Un reportage en caméra cachée, largement diffusé par les chaînes de télévision occidentale, montre la direction du Melia Cohíba de La Havane interdisant l’accès à Internet aux Cubains et le réservant aux clients de l’hôtel. Il sert de base à une campagne de Reporters sans frontières dénonçant la censure politique castriste. Problème : cette petite mise en scène est contredite par d’autres documents cités par la pseudo-ONG.
Le 20 mai 2009, Reporters sans frontières a publié une déclaration sur Cuba dans laquelle elle affirme que « n’importe qui peut naviguer sur Internet… sauf s’il est Cubain ». Pour étayer son propos, RSF présente une vidéo filmée en caméra cachée d’une scène où un Cubain se voit interdire l’accès à Internet dans un hôtel [1]. L’organisation ajoute qu’un « internaute risque jusqu’à 20 ans de prison s’il publie un article ‘contre-révolutionnaire’ (article 91) sur des sites Internet et cinq ans s’il se connecte illégalement a Internet ». Enfin, RSF rappelle que « Cuba reste la deuxième prison du monde pour les journalistes après la Chine » en soulignant que « 24 professionnels des médias » sont « emprisonnés sous le prétexte fallacieux d’être ‘des mercenaires à la solde des Etats-Unis’ » [2].

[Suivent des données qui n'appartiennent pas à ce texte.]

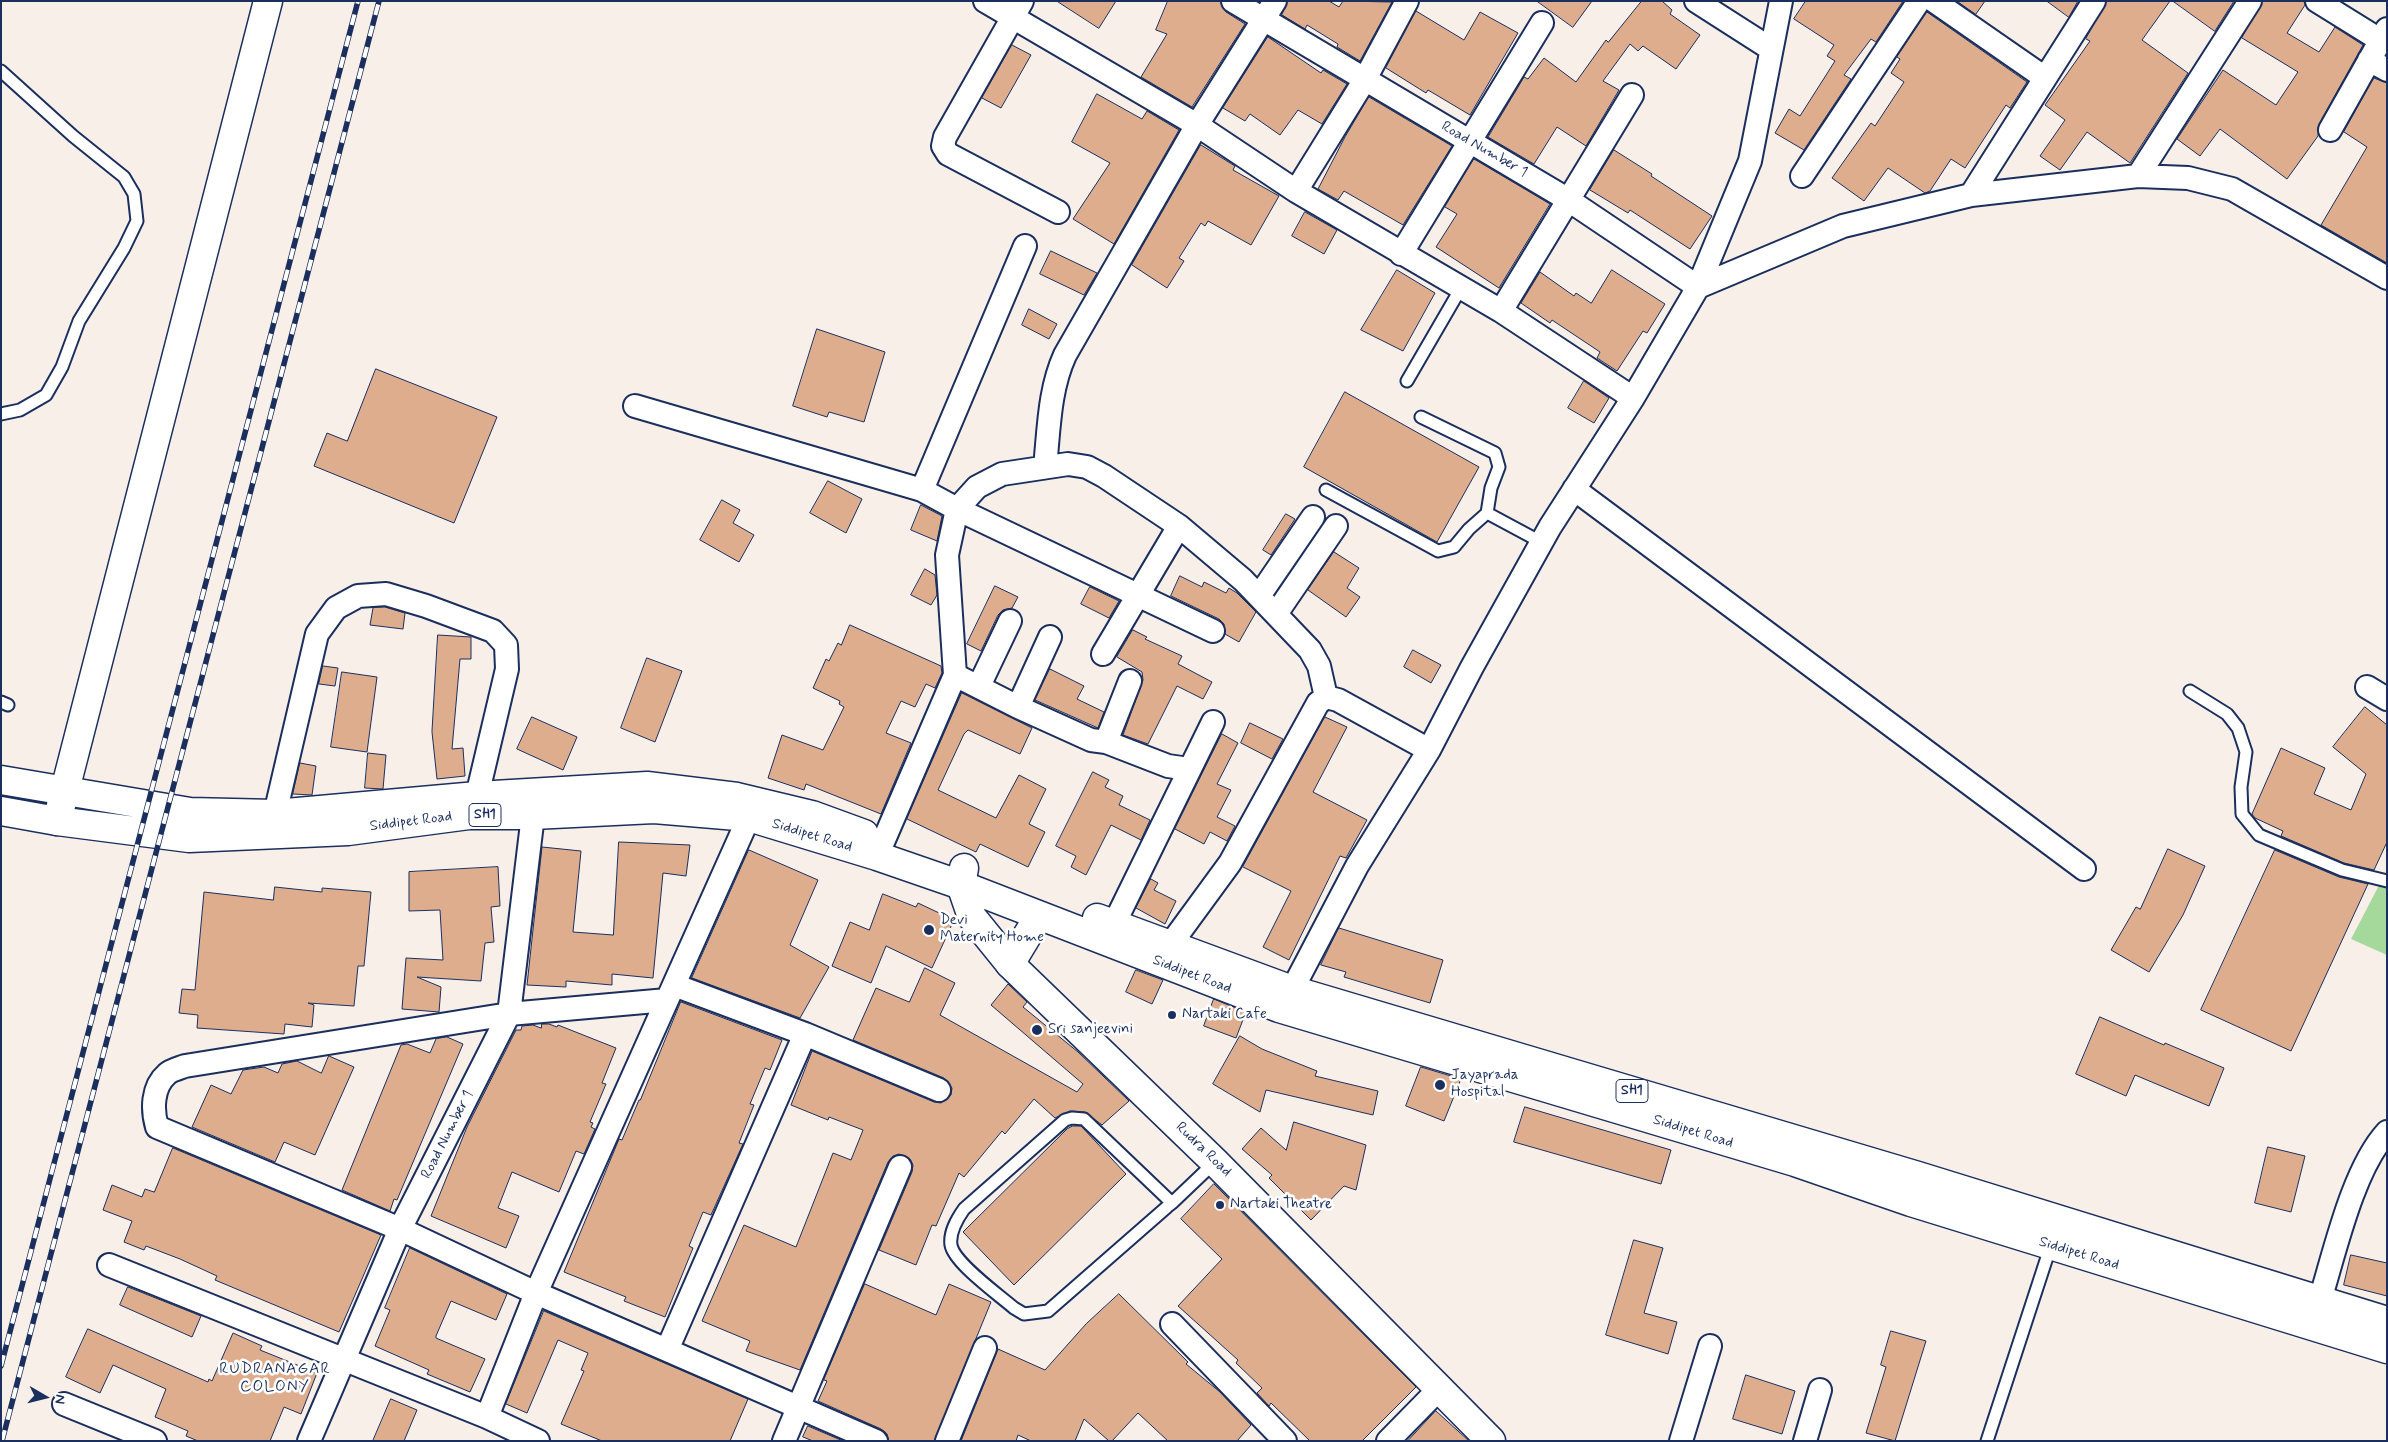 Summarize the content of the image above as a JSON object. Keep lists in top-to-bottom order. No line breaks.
{"streets":{"main road":["SH1","Siddipet Road","Rudra Road"],"street":["Road Number 1"]},"crossings":[["Road Number 1","Siddipet Road"],["Siddipet Road","Rudra Road"]],"districts":["RUDRANAGAR COLONY"],"places":["Devi Maternity Home","Nartaki Cafe","Sri sanjeevini","Jayaprada Hospital","Nartaki Theatre"],"north":"right"}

Il est aisé de mettre RSF face à ses contradictions. En effet, alors que l’organisation parisienne affirme qu’aucun Cubain ne peut se connecter à Internet, elle met en lien… « le texte de la blogueuse Yoani Sanchez », qui vit à Cuba et qui se prononce ouvertement contre le gouvernement de La Havane à travers Internet. Comment Sanchez fait-elle pour s’exprimer si elle n’a pas accès à Internet ? Sa dernière intervention date du 27 mai 2009. Elle s’est également exprimée le 25 mai, le 23 mai, le 22 mai, le 19 mai, le 18 mai, le 16 mai, le 15 mai, le 13 mai, le 10 mai, le 9 mai, le 7 mai, le 6 mai, le 4 mai, le 2 mai, le 29 avril, 28 avril, 27 avril, 26 avril, 25 avril, 23 avril et 21 avril 2009. Ainsi, dans le mois précédant la publication de la déclaration de RSF sur Internet à Cuba, Yoani Sanchez a pu se connecter, depuis Cuba, au moins 18 fois à Internet [3].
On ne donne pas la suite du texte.